Exhibit A: Good Will Hunting (ie. my favorite movie ever)
A story of a boy genius from an impoverished south Boston neighborhood with a rap sheet as extensive as the day is long and a medical record to match from the abuse he endured at the hands of those who were supposed to care for him.
Over the course of the two hours you indulge in watching this masterpiece, you begin to realize the effects of repression on a person who by all accounts has limitless potential. Someone who has a ticket to go places no one from his environment had ever been and still fights the urges and impulses to stay in the environment he has grown familiar with. To stay with “the Devil he knows”. You watch Will as pain repressed for years begins coming to the surface with the help of this therapist, Sean, played by Robin Williams. You witness the toll that is taken on Will’s ability to develop interpersonal relationships through his lack of vulnerability and his propensity to sabotage healthy additions to his life due to the fear of being hurt in the same way he was abused by the individuals who were supposed to care for him as a child. Robin Williams' character sees through this and despite Will’s attempts to push him away, he stays. He remains present.
(SPOILER ALERT)
In the climax of the movie where Sean (Robin Williams) confronts Will about his trauma, Will’s repression makes a final last-ditch attempt to push him away until four magic words are spoken that cut through the calloused mind of the young Will Hunting…
“It’s not your fault.”
What happens next is Will’s departure from his purgatory. He gets in his beaten-down Chevy Nova gifted to him by his “brothers” and turns his headlights west to take a leap of faith to “see about a girl” and follow his complicated love affair, Skylar, to California.
What does this represent? Ripping off the band-aid.
Does everything work out in Will’s story? No one knows. However, it shows his willingness to risk meeting “the devil he doesn’t know”. If there is anything I have learned in this life it is that love and grief go hand in hand.

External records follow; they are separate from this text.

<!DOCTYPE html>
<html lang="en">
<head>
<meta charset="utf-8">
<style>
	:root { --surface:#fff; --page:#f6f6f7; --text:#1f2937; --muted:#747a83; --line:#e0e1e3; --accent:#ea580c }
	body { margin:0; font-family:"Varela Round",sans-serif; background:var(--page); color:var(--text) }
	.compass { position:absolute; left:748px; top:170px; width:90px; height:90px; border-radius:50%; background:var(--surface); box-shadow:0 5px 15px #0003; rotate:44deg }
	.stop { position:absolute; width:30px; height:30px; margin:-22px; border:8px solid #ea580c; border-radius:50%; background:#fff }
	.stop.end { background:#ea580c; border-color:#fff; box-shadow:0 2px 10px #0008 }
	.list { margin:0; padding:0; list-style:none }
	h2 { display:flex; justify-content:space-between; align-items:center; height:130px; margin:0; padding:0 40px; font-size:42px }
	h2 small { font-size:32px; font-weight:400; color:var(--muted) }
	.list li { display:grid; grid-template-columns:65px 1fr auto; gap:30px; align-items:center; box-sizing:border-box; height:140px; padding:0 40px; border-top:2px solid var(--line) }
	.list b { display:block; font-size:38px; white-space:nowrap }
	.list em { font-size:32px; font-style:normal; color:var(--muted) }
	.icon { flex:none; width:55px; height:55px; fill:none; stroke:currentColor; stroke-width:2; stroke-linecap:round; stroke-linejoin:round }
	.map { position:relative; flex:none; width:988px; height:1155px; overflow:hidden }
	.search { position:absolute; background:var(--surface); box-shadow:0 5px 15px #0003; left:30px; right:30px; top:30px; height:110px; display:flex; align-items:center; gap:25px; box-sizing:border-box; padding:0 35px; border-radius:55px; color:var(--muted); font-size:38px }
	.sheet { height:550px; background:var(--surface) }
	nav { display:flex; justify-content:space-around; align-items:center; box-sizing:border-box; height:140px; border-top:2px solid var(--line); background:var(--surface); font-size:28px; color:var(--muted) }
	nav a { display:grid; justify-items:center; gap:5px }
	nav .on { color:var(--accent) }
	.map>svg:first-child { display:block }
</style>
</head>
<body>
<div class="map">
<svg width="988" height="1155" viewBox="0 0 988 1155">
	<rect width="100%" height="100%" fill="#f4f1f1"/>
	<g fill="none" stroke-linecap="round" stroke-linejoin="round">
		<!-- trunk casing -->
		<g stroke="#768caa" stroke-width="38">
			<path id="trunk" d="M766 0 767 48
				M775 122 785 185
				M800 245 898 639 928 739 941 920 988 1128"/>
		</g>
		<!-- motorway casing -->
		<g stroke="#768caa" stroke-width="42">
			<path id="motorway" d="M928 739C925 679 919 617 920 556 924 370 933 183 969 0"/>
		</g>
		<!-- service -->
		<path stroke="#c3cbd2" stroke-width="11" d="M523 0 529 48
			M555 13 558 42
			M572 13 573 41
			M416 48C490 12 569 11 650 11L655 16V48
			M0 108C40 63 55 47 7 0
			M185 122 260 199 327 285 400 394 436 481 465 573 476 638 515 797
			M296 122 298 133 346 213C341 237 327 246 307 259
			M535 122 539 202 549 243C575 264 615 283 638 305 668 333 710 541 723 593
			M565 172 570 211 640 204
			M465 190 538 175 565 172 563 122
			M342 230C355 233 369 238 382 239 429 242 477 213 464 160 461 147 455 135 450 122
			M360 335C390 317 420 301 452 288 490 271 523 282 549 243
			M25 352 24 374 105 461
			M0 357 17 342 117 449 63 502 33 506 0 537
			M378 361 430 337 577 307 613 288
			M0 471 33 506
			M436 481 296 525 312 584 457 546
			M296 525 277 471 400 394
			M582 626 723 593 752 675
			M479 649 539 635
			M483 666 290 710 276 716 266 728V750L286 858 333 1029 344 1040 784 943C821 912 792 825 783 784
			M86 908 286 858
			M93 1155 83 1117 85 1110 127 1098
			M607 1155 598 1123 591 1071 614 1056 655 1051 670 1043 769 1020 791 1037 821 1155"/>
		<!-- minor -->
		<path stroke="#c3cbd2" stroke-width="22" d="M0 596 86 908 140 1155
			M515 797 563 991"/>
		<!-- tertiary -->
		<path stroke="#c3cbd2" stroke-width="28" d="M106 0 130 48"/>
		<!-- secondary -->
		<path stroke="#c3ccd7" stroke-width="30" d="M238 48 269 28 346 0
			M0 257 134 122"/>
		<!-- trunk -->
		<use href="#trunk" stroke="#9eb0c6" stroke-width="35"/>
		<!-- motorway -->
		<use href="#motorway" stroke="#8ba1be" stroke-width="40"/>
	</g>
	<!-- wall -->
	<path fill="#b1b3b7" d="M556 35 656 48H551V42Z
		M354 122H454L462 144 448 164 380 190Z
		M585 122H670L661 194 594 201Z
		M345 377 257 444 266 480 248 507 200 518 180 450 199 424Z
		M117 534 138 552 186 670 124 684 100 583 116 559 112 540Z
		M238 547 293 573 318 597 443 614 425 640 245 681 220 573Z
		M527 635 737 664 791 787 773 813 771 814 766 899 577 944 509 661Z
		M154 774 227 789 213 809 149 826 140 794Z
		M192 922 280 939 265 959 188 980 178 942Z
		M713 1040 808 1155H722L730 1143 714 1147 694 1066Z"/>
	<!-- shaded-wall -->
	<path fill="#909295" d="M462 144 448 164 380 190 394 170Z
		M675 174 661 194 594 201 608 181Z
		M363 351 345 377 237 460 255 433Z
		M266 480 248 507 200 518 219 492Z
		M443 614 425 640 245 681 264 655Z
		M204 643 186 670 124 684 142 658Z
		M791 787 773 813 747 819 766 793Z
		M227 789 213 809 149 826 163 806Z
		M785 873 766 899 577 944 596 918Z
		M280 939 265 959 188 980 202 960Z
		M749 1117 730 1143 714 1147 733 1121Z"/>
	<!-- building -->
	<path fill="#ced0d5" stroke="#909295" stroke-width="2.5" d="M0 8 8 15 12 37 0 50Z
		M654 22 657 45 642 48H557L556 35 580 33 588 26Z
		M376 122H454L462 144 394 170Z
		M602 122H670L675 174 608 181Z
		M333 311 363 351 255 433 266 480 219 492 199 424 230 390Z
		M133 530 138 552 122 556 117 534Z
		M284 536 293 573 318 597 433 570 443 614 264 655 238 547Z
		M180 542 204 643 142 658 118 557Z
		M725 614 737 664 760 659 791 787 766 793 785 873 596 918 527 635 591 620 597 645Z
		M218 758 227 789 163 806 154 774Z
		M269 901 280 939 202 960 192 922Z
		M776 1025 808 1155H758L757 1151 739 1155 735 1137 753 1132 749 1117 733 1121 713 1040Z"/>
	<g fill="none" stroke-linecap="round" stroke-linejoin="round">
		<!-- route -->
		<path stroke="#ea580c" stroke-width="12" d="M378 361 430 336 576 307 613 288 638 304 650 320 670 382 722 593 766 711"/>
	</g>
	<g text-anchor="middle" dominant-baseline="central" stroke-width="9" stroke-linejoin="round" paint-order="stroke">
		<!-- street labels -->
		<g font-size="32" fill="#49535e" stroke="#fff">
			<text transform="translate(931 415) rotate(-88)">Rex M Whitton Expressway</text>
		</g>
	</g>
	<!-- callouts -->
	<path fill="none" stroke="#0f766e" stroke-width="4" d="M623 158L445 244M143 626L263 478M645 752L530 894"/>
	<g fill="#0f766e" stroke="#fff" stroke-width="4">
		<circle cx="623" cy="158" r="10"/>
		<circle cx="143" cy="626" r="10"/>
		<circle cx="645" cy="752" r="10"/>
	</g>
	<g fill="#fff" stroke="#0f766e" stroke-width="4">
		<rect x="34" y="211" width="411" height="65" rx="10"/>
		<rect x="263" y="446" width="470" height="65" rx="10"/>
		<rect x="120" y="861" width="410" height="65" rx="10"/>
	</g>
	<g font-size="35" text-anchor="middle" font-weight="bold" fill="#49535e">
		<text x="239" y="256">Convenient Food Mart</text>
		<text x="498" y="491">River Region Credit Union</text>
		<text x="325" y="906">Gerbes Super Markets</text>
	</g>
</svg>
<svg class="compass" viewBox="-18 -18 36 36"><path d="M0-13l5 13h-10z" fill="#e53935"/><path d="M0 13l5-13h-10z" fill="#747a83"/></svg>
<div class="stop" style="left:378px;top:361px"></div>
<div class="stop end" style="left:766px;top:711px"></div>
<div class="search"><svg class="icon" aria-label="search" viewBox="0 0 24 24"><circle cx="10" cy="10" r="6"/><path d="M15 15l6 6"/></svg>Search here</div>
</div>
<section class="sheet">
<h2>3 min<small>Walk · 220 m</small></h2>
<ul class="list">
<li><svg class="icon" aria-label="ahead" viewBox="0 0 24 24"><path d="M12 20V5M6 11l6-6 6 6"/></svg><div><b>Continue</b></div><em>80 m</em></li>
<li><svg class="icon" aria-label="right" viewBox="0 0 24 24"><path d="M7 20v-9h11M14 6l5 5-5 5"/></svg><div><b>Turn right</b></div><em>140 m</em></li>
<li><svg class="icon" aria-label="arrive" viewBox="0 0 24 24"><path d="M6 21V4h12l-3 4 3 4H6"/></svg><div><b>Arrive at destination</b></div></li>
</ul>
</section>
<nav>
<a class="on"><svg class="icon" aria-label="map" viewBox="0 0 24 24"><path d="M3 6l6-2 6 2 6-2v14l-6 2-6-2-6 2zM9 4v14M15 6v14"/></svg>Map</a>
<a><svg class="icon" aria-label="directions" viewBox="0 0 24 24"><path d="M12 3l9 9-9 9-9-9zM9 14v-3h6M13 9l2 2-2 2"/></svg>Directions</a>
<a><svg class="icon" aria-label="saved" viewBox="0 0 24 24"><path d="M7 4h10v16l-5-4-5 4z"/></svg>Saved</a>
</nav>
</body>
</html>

Grief is merely the byproduct of love, and spending every waking moment trying to control and mitigate potential grief and disappointment based on past pain, you will only deprive yourself of the naturally occurring ecstasy and joy this life has to provide.
“Neglecting to try due to fear of failure is to ensure the outcome you claim to be trying to avoid.” - Conner Furu
I am not telling you to hop in your car and drive somewhere you have never been and start a new life, however, what I am telling you is to begin the process of addressing the demons that have gone unchallenged in your psyche for who knows how long.
Once you rip off that band-aid, who knows where this life will take you? Or better yet, where will you, take you?
God Bless,
- Conner Furu | @conner_furu (IG)
*(Stockholm syndrome is a proposed condition or theory that tries to explain why hostages sometimes develop a psychological bond with their captors.)